Megawatis Uhr läuft ab

Der Favorit wirkt souverän, die bisherige Präsidentin linkisch . . .. . . er verkörpert Glaubwürdigkeit, sie hat ihren Kredit verspielt

AUS JAKARTA NICOLA GLASS

Vergnügt verspeist Jusuf den Rest seiner Ananas. Unter der schmuddligen Baseballkappe zeichnet sich ein breites Grinsen ab. Den Grund für seine gute Laune verrät der Indonesier sofort: Toll sei er gewesen, der Susilo Bambang Yudhoyono. „Der versteht die kleinen Leute und hat versprochen, etwas für uns zu tun, wir glauben an ihn!“, sagt der Mittdreißiger. Und zeigt auf sein mit Fruchtsaft verschmiertes T-Shirt, auf dem das lächelnde Konterfei seines Lieblingspolitikers prangt. Jusuf steht mit seiner Meinung nicht allein: Rund 70.000 Anhänger sind an jenem Sonntagmittag ins Fußballstadion von Zentraljakarta gekommen, um den Favoriten für Indonesiens Präsidentenwahl zu feiern.

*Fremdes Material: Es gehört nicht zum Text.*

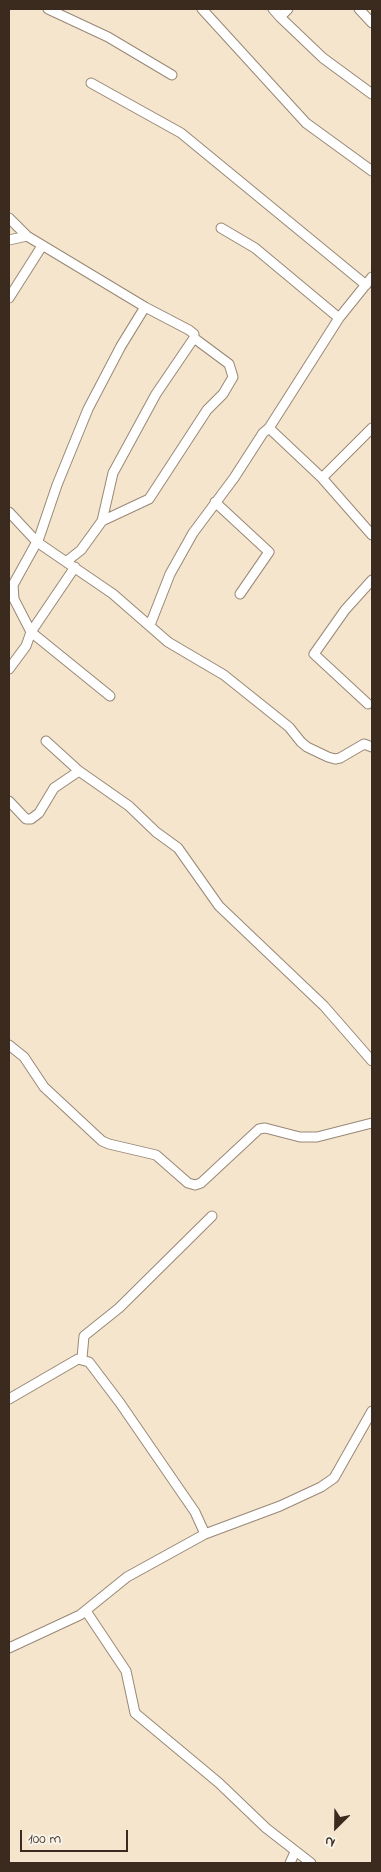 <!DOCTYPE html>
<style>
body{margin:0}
#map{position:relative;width:381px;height:1872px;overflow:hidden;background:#f5e5cd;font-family:"Indie Flower",sans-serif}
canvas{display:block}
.frame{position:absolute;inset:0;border:10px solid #3b2a1e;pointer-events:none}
.north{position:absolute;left:311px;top:1802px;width:50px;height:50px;-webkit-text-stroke:4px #f7f3e8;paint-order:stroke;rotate:203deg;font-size:14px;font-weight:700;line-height:20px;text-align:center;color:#3b2a1e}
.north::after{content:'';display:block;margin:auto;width:18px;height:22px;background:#3b2a1e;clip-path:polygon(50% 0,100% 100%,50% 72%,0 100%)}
.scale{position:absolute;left:20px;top:1830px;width:108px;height:22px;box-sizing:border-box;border:2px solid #3b2a1e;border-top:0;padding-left:6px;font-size:15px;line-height:18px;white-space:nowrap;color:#3b2a1e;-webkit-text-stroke:4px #f7f3e8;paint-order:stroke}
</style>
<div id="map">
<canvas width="381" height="1872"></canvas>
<div class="frame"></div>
<div class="north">N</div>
<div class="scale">100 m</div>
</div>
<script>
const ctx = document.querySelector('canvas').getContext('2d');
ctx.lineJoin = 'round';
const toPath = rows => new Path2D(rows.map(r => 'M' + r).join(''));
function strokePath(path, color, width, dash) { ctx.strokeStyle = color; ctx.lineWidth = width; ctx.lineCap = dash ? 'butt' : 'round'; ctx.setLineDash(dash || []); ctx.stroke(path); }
const minor = toPath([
 [48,9,108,37,172,75],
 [202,9,306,123,372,171],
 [273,9,280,17],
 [288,9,280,17,323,58,372,94],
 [359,9,372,23],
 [91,83,181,133,366,285],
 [9,218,27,236,145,307,121,346,88,409,57,485,39,538,13,585,14,599,31,632,26,646,9,669],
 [221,228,255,248,339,318],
 [9,240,27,236],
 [9,298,42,246],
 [269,428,322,478,372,535],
 [322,478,372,428],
 [215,502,269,552,240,594],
 [9,512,37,542,113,594,168,642,224,675,289,727,301,742,307,747,328,757,335,759,340,758,364,744,372,747],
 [102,521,149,499,207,410,223,394,233,377,229,364,194,338],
 [67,561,81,550,102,521,113,473,156,394,194,338,194,334,189,330,145,307],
 [75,567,31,632,110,696],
 [150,625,170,574,193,533,234,478,263,433,269,428,339,318,372,277],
 [368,704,314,654,345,610,372,580],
 [46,741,79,771,129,806,156,832,178,848,219,906,324,1006,372,1061],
 [9,801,26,819,31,819,39,813,54,788,79,771],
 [9,1045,24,1057,44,1087,102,1141,109,1144,156,1155,188,1183,195,1185,201,1183,259,1129,265,1128,300,1137,317,1137,372,1123],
 [82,1358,84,1336,119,1308,212,1216],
 [9,1399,78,1359,89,1362,120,1403,195,1512,205,1534],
 [86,1611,126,1671,135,1713,219,1783,266,1828,311,1863],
 [9,1648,80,1615,127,1577,205,1534,280,1506,321,1487,334,1478,372,1411],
 [290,1863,295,1852]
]);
strokePath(minor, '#988876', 11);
strokePath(minor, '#fff', 9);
</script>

Die meisten sind mit altersschwachen Bussen gekommen, die so aussehen, als ob sie nur noch von den Wahltransparenten zusammengehalten werden. Und jetzt die Straßen rund ums Stadion verstopfen: Chaos, Hupen, Stau. Seit Wochen führt der ehemalige Vier-Sterne-General Yudhoyono die Umfragen an: Laut der „International Foundation for Election Systems“ (IFES) könnte er 43,5 Prozent der Stimmen erhalten. Damit liegt er weit vor seinen Konkurrenten: der jetzigen Amtsinhaberin Megawati Sukarnoputri, Exgeneral Wiranto, dem Megawati-Kritiker und Chef der „Nationalen Mandats-Partei“ Amien Rais sowie Vizepräsident Hamzah Haz von der muslimischen PPP.

Yudhoyonos volles Gesicht mit den großen Augen und dem sorgfältig frisierten Seitenscheitel ist allgegenwärtig: Es strahlt in Fernsehinterviews, von Plakaten und Transparenten. Die Beliebtheit des zupackenden Exgenerals ist ständig gewachsen, seit er, ehemals Sicherheitsminister in Megawatis Kabinett, im März zurücktrat. Er verkörpere das Image des ruhigen Führers, sei kompetent, um gegen Korruption und Arbeitslosigkeit vorzugehen. Das sagen jedenfalls die, die an ihn und seine Versprechen glauben. Schwitzend steht der 54-Jährige in der Mittagshitze: Singt und schwatzt mit seinen Anhängern, sucht den Kontakt zum Volk. Viele Augen glänzen, wenn „SBY“ vorbeigeht. Die Indonesier gieren förmlich nach einem Präsidenten, der das Inselreich aus Wirtschaftskrise, Korruption und einem international angeschlagenen Image herausführt. In Yudhoyono meinen sie den Garanten für Stabilität gefunden zu haben.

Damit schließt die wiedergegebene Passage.